Failed feed crops and smaller herds send costs soaring
Pork is going to be scarce and expensive in 2013, according to an industry trade group.
The National Pig Association, based in the United Kingdom, said that drought conditions had led to a vastly reduced corn and soy crop in 2012. This decline in feed has led to European herds declining “at a significant rate”. This means that in the second half of 2013, the amount of slaughtered pigs could fall by 10 per cent in Europe, which would lead to a doubling in price. This is expected to be mirrored worldwide, said the report.
In a daily livestock report by industry experts Steve Meyer and Len Steiner, the authors said that while they did not expect there to be a pork shortage, they believed “there is little doubt that pork supplies will decline in virtually every country as producers adjust to higher feed costs”. They also warned that as China has over half of the world’s pigs, any changes in that country’s output could be significant.
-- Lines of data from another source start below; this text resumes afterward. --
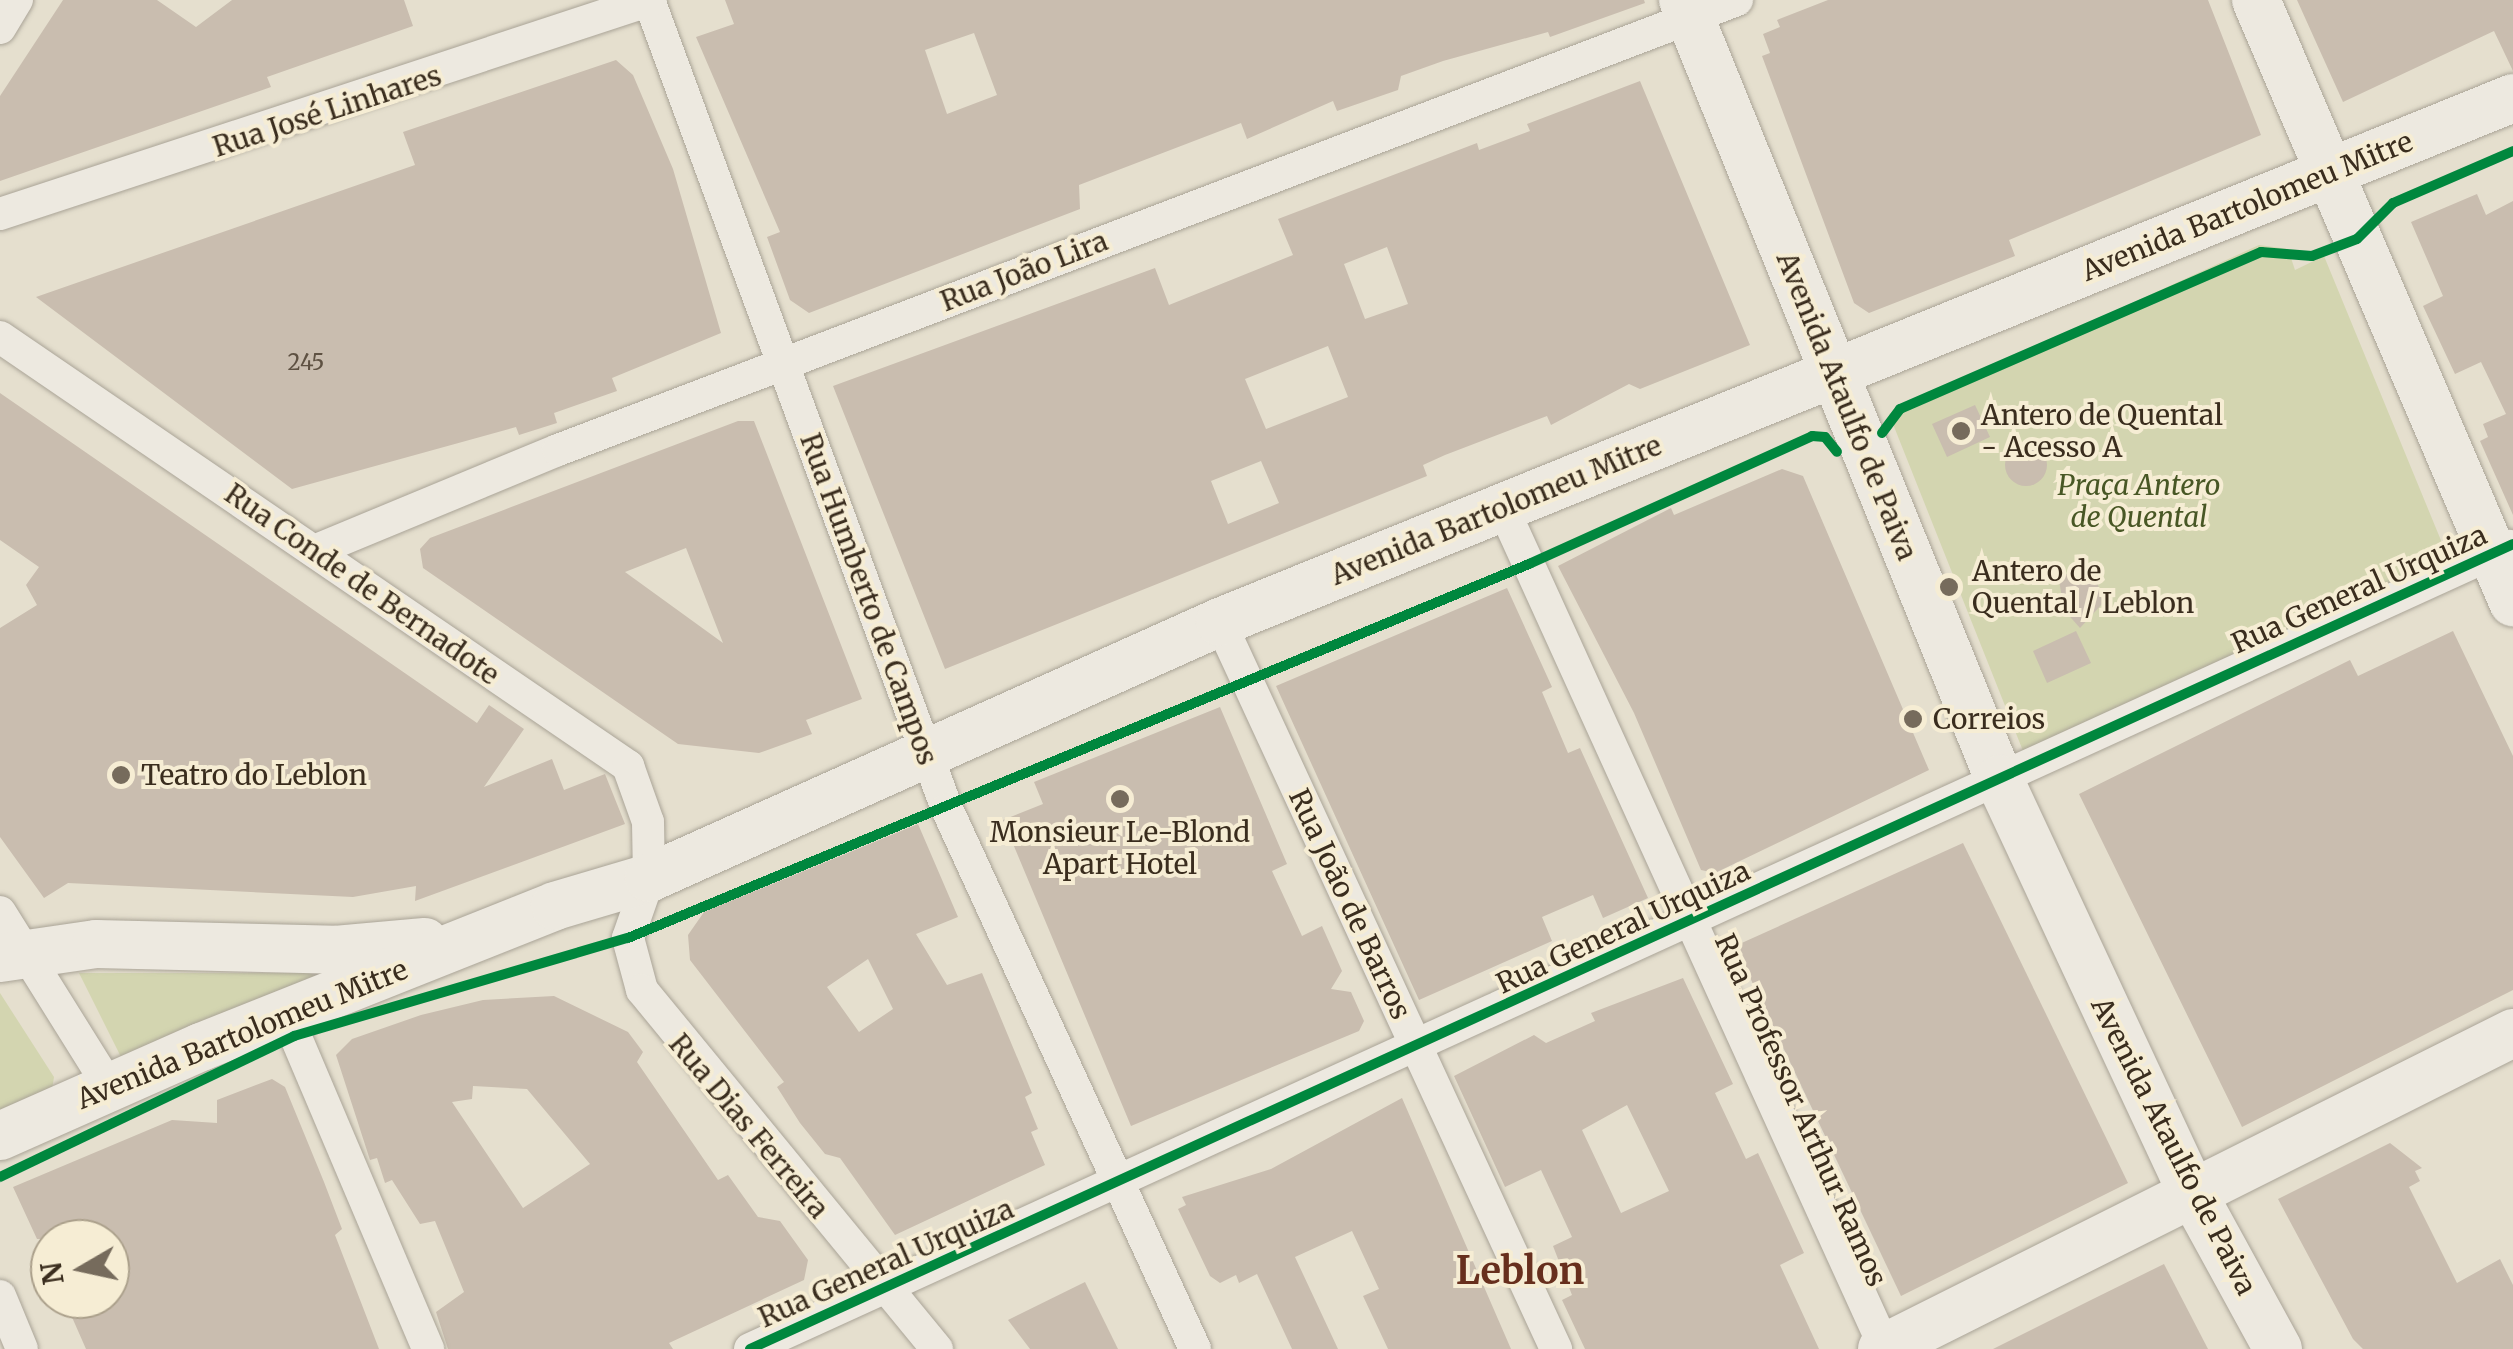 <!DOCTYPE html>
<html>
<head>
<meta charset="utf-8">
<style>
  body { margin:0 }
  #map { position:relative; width:2513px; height:1349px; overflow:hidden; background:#e5dfce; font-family:Merriweather,serif }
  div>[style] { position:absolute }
  .green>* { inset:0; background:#d3d5b0 }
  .building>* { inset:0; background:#c9bdaf }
  .round { border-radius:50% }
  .roads { filter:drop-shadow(0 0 2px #aaa497) drop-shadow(0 0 2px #aaa497) }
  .street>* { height:32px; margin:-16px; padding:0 16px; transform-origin:16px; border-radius:16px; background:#ede9e0 }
  .secondary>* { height:48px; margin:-24px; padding:0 24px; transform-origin:24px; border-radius:24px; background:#ede9e0 }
  .cycleway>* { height:10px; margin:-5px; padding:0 5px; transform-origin:5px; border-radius:5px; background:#00873e }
  .dots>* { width:28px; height:28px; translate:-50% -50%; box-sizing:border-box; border:5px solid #f6edd4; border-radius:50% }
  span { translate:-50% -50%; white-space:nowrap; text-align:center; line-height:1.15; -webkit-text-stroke:8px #f6edd4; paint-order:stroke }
  .number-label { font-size:22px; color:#5e5142 }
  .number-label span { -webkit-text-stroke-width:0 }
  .street-label { font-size:28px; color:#3a2d1e }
  .poi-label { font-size:28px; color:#3a2d1e }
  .left { translate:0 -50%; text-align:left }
  .park-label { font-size:28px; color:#485725; font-style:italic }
  .district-label { font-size:38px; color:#672f1d; font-weight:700 }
  .north { position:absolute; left:30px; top:1219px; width:100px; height:100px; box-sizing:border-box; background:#f6edd4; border:2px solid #aba08b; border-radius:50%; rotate:261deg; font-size:28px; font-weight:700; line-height:40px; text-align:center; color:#3a2d1e }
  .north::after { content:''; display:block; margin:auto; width:35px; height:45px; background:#766b5c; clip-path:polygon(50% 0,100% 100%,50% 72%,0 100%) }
</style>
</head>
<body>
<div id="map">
  <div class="green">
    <i style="clip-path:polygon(2259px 245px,2288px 249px,2295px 270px,2324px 256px,2447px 555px,2027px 761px,1889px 414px)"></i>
    <i style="clip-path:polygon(79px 973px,310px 973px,317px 977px,122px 1059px)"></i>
    <i style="clip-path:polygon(0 993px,54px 1077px,51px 1096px,0 1116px)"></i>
  </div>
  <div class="building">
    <i style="clip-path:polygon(63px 0,157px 0,196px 27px,232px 0,404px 0,413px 26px,267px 77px,271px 87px,0 181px,0 96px)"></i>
    <i style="clip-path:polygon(evenodd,725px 0,1644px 0,1645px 3px,1550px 37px,1548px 32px,1443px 61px,1401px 76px,1398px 90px,1337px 111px,1333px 101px,1247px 139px,1241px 123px,1079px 185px,1080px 209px,809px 313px,790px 300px,767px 237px,780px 232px,696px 37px,734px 24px,725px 0,974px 33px,997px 95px,947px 114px,925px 50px,974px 33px)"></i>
    <i style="clip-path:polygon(1828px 0,2208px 0,2261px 135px,2009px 240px,2015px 256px,1869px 313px,1854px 303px,1762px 56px,1770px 53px,1763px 34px,1780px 27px,1777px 20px)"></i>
    <i style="clip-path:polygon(2297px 0,2513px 0,2513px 71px,2494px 31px,2343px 102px)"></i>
    <i style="clip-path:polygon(616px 60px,633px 75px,673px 169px,721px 333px,612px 378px,617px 391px,554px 413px,557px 423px,519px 435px,516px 427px,292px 489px,36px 297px,415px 165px,403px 132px)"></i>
    <i style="clip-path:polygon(evenodd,1640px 81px,1750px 345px,1640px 389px,1629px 384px,1551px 425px,1547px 416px,1445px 455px,1423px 465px,1427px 476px,945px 669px,833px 386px,1155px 268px,1169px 305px,1293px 255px,1278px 219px,1477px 143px,1479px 150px,1530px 131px,1527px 124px,1640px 81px,1387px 247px,1408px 304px,1365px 319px,1344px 264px,1387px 247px,1640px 81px,1328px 346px,1348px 397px,1266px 429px,1245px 379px,1328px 346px,1640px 81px,1261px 461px,1279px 503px,1228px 524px,1211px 481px,1261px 461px)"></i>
    <i style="clip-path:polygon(2477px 194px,2486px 215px,2513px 201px,2513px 515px,2480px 441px,2488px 437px,2483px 424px,2506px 414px,2481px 362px,2455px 374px,2423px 306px,2443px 296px,2411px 222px)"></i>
    <i style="clip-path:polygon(0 393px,477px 723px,489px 705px,524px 729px,484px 787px,552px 759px,564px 790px,605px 774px,625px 824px,415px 901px,416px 886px,353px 897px,68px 883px,44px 898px,0 837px,0 628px,37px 605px,26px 585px,39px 567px,0 540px)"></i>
    <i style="clip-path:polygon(1975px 405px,1990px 437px,1947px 457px,1932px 424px)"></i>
    <i style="clip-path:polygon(evenodd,738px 421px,754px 421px,862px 699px,806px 720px,812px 734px,759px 753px,678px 744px,423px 568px,420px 549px,430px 538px,738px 421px,686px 548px,723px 643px,625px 572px,686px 548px)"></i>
    <i class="round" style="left:2005px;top:444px;width:42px;height:42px"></i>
    <i style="clip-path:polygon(1782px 469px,1803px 476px,1929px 770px,1715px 873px,1701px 870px,1634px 713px,1558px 566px,1671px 508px,1674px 515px)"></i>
    <i style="clip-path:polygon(2081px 563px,2095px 574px,2103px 603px,2080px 628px,2064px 610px,2059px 580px)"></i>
    <i style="clip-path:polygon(1507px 588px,1552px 687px,1542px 692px,1568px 753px,1580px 748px,1648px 898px,1603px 918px,1593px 895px,1542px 917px,1552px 941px,1419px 1000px,1276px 686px)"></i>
    <i style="clip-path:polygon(2076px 631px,2091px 663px,2047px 683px,2033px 651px)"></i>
    <i style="clip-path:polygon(2453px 631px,2513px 756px,2513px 990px,2242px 1127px,2079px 794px,2350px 660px,2358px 676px)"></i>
    <i style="clip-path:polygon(1220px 707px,1287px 864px,1272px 871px,1302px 936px,1322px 926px,1342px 971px,1331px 989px,1351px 992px,1364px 1021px,1359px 1031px,1131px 1126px,1003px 820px,1043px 804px,1034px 782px)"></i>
    <i style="clip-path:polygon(evenodd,918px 824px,958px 917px,916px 934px,947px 985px,982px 973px,1032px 1093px,1025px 1097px,1038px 1129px,1031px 1132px,1045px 1165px,895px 1235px,840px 1158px,825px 1154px,800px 1123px,777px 1087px,784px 1082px,690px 960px,688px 935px,704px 912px,918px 824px,868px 959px,893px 1009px,859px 1032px,827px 987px,868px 959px)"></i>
    <i style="clip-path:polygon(1963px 843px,2128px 1183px,1901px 1296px,1735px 946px)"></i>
    <i style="clip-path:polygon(evenodd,1683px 978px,1733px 1084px,1715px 1093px,1746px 1159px,1758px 1153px,1804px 1253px,1780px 1265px,1819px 1349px,1585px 1349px,1562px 1300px,1572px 1295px,1553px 1246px,1572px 1237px,1541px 1170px,1505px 1187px,1454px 1076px,1534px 1035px,1546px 1043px,1595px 1021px,1591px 1013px,1683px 978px,1627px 1105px,1669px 1191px,1621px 1213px,1582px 1130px,1627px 1105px)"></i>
    <i style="clip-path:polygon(evenodd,554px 996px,628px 1032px,643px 1052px,637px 1062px,718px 1180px,728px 1175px,758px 1217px,780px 1221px,808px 1260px,804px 1280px,669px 1343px,673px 1349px,448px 1349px,436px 1312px,464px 1292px,435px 1221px,420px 1224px,392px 1180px,385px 1183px,377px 1158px,370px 1160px,336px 1055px,352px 1039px,421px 1015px,483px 1000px,554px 996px,473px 1086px,527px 1089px,590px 1164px,523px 1208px,452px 1102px,472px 1099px,473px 1086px)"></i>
    <i style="clip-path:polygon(272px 1079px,285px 1087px,324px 1182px,342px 1229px,335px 1235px,379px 1349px,86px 1349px,64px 1299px,110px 1299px,110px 1239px,37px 1239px,13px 1187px,172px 1120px,217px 1123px,217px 1100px)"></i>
    <i style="clip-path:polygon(1402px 1098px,1511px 1349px,1388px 1349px,1363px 1296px,1379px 1289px,1352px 1231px,1295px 1257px,1338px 1349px,1292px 1349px,1257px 1274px,1239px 1283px,1236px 1275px,1220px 1283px,1210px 1276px,1178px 1209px,1186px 1205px,1182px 1197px,1271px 1169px)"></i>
    <i style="clip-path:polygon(2390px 1143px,2422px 1168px,2415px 1171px,2420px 1181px,2409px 1187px,2457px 1283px,2500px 1259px,2513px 1285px,2513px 1349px,2363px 1349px,2353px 1339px,2278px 1199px)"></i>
    <i style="clip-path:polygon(2164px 1264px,2208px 1349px,1993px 1349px,2091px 1300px)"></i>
    <i style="clip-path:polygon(1085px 1282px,1118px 1349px,1030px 1349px,1008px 1320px)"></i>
  </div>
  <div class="roads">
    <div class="street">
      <i style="left:649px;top:0;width:862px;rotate:69.78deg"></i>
      <i style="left:947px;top:809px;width:594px;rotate:65.33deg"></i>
      <i style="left:0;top:28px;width:33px;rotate:-59deg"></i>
      <i style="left:0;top:214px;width:685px;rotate:-18.2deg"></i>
      <i style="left:0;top:337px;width:761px;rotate:34.34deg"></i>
      <i style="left:628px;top:766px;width:59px;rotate:70.3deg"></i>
      <i style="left:648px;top:822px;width:56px;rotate:89deg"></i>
      <i style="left:649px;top:878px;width:64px;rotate:109.3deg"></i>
      <i style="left:628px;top:938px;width:54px;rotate:74.9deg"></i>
      <i style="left:642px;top:990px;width:465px;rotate:50.6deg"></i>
      <i style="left:1503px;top:508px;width:923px;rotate:65.55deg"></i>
      <i style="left:314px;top:551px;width:264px;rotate:-22.5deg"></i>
      <i style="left:558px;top:450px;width:1262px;rotate:-20.89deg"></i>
      <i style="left:1220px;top:622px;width:801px;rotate:65.19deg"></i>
      <i style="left:0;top:912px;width:208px;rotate:58deg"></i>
      <i style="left:286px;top:1014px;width:364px;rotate:67deg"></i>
      <i style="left:0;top:1296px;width:57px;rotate:67.5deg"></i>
      <i style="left:750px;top:1349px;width:1934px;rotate:-24.54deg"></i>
    </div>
    <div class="secondary">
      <i style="left:1683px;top:0;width:841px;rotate:67.92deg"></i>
      <i style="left:1999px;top:779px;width:456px;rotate:65deg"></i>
      <i style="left:2192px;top:1192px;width:179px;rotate:61.3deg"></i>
      <i style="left:2256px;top:0;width:655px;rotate:66.88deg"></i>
      <i style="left:0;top:958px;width:97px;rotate:-8.3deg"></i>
      <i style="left:96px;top:944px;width:239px;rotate:1.4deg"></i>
      <i style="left:335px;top:950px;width:90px;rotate:-5.1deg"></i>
      <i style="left:0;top:1136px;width:220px;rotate:-23.9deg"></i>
      <i style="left:201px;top:1047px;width:381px;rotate:-21.7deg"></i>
      <i style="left:555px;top:906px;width:98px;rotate:-16.6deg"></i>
      <i style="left:649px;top:878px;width:626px;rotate:-24.15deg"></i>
      <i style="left:1220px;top:622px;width:1395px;rotate:-22.06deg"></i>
      <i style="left:1882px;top:1349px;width:706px;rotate:-26.6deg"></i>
    </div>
  </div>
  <div class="cycleway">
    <i style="left:1882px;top:433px;width:30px;rotate:-53deg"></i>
    <i style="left:1900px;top:409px;width:394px;rotate:-23.5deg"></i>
    <i style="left:2261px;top:252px;width:51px;rotate:4.5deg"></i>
    <i style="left:2312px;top:256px;width:48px;rotate:-20.7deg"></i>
    <i style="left:2357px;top:239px;width:51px;rotate:-45deg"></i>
    <i style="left:2393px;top:203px;width:131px;rotate:-23.4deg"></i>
    <i style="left:0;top:1177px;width:326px;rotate:-25.6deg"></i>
    <i style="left:294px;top:1036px;width:348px;rotate:-16.4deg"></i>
    <i style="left:628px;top:938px;width:976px;rotate:-22.54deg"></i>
    <i style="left:1529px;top:564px;width:311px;rotate:-24.3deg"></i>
    <i style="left:1812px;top:436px;width:13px;rotate:4deg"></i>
    <i style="left:1825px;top:437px;width:19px;rotate:51deg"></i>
    <i style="left:750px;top:1349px;width:1938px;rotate:-24.54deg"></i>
  </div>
  <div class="dots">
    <i style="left:1961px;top:431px;background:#766b5c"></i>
    <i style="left:1949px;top:587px;background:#766b5c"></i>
    <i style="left:1913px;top:719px;background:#766b5c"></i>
    <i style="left:121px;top:775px;background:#766b5c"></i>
    <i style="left:1120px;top:799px;background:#766b5c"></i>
  </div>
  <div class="number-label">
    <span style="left:306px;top:363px">245</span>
  </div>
  <div class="street-label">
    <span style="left:327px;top:111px;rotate:-18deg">Rua José Linhares</span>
    <span style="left:2247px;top:206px;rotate:-22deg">Avenida Bartolomeu Mitre</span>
    <span style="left:1024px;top:271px;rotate:-21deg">Rua João Lira</span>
    <span style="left:1847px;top:406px;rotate:68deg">Avenida Ataulfo de Paiva</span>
    <span style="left:1496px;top:510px;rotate:-22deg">Avenida Bartolomeu Mitre</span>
    <span style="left:362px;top:584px;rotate:35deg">Rua Conde de Bernadote</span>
    <span style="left:2359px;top:589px;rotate:-24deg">Rua General Urquiza</span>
    <span style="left:869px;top:599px;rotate:70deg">Rua Humberto de Campos</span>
    <span style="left:1350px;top:904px;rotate:65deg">Rua João de Barros</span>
    <span style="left:1623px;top:927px;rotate:-25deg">Rua General Urquiza</span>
    <span style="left:242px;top:1034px;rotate:-22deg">Avenida Bartolomeu Mitre</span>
    <span style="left:1801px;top:1110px;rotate:66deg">Rua Professor Arthur Ramos</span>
    <span style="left:749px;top:1126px;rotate:50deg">Rua Dias Ferreira</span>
    <span style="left:2174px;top:1146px;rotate:63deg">Avenida Ataulfo de Paiva</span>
    <span style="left:886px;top:1263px;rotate:-24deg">Rua General Urquiza</span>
  </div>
  <div class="poi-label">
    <span class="left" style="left:1981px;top:431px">Antero de Quental<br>- Acesso A</span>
    <span class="left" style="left:1972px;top:587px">Antero de<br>Quental / Leblon</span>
    <span class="left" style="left:1933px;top:719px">Correios</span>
    <span class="left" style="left:141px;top:775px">Teatro do Leblon</span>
    <span style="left:1120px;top:848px">Monsieur Le-Blond<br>Apart Hotel</span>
  </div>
  <div class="park-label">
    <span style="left:2139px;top:501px">Praça Antero<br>de Quental</span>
  </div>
  <div class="district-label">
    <span style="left:1520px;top:1271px">Leblon</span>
  </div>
  <div class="north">N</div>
</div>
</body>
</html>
Domestic production costs have soared, they noted.
“The average cost of producing hogs in Iowa farrow-to-finish operations from 1999 through 2006 was US$52.76 per hundred pounds (cwt.) of carcass weight pork. That figure for last year was $86.70/cwt. carcass weight and, based futures prices on Tuesday will be $90.16/ cwt. carcass this year. Those same futures prices imply that breakeven costs will be $95.96/cwt. next year.
“While this year’s drought has certainly pushed costs higher, it is not the reason for the vast majority of the cost increase. That reason would be the emergence and rapid growth of corn-based ethanol in the mid 2000s. This major new user of corn grew at a rate that could not be matched by corn production growth thus driving corn prices higher,” read the report.
In light of this, it would be reasonable to assume that Cayman’s own farmers could step up to fill any gaps. However, according to farmer Willie Ebanks, there are significant issues to do with storage to be surmounted.
“The supermarket butchers do not want to be slicing up whole pigs; they will order a container of pork. There is no cutting, storage or packaging at the abattoir. There is no cutting room so you cannot butcher a pig and take it there. There are not the facilities to do it and it is beyond ridiculous. You talk about the Nation Building Fund – well you should first think about feeding your people who help build the country. Agriculture is pushed on the back burner but when the containers do not come in we get the call.
“If another $200,000 had been put into a good cutting and packaging room at the abattoir, people would be willing to pay for the service. Labour, land and [other costs are] too expensive for us to be able to compete. It’s not that we couldn’t produce it, but we couldn’t produce it any cheaper than they could bring it in; costs skyrocket,” Mr. Ebanks said.
He added that Cayman was quick to import goods to fill shelves, but this was not helpful to local producers.
Cindy Hutson, head chef at Ortainique, said that the restaurant has regular pig roasts and the pork feed situation was similar to that of the beef industry.
“I am part of the National Pork Board [in the United States]. The pork roast is a gathering of friends and family, bringing people together at a big barbecue. The trend has gotten so strong toward pork again and chefs brought it back to being used everywhere in large quantities, but unfortunately the weather has caused havoc,” she said.
“You don’t know what is going to happen next. It isn’t great news for the customer across the board, and not great news for the restauranteur. With our economy the way it is, if you continue to serve corn on the cob, certified Angus beef, Berkshire pork, you need to pass on your increases somewhere along the line. But you will get the brunt of customer displeasure [with higher prices],” she added.
Educating staff as to why prices may increase would be key, she explained, in order that they can inform the customers appropriately about the knock-on effects of such weather conditions.
“A customer searching out high quality food is going to be upset when they see higher prices,” she said.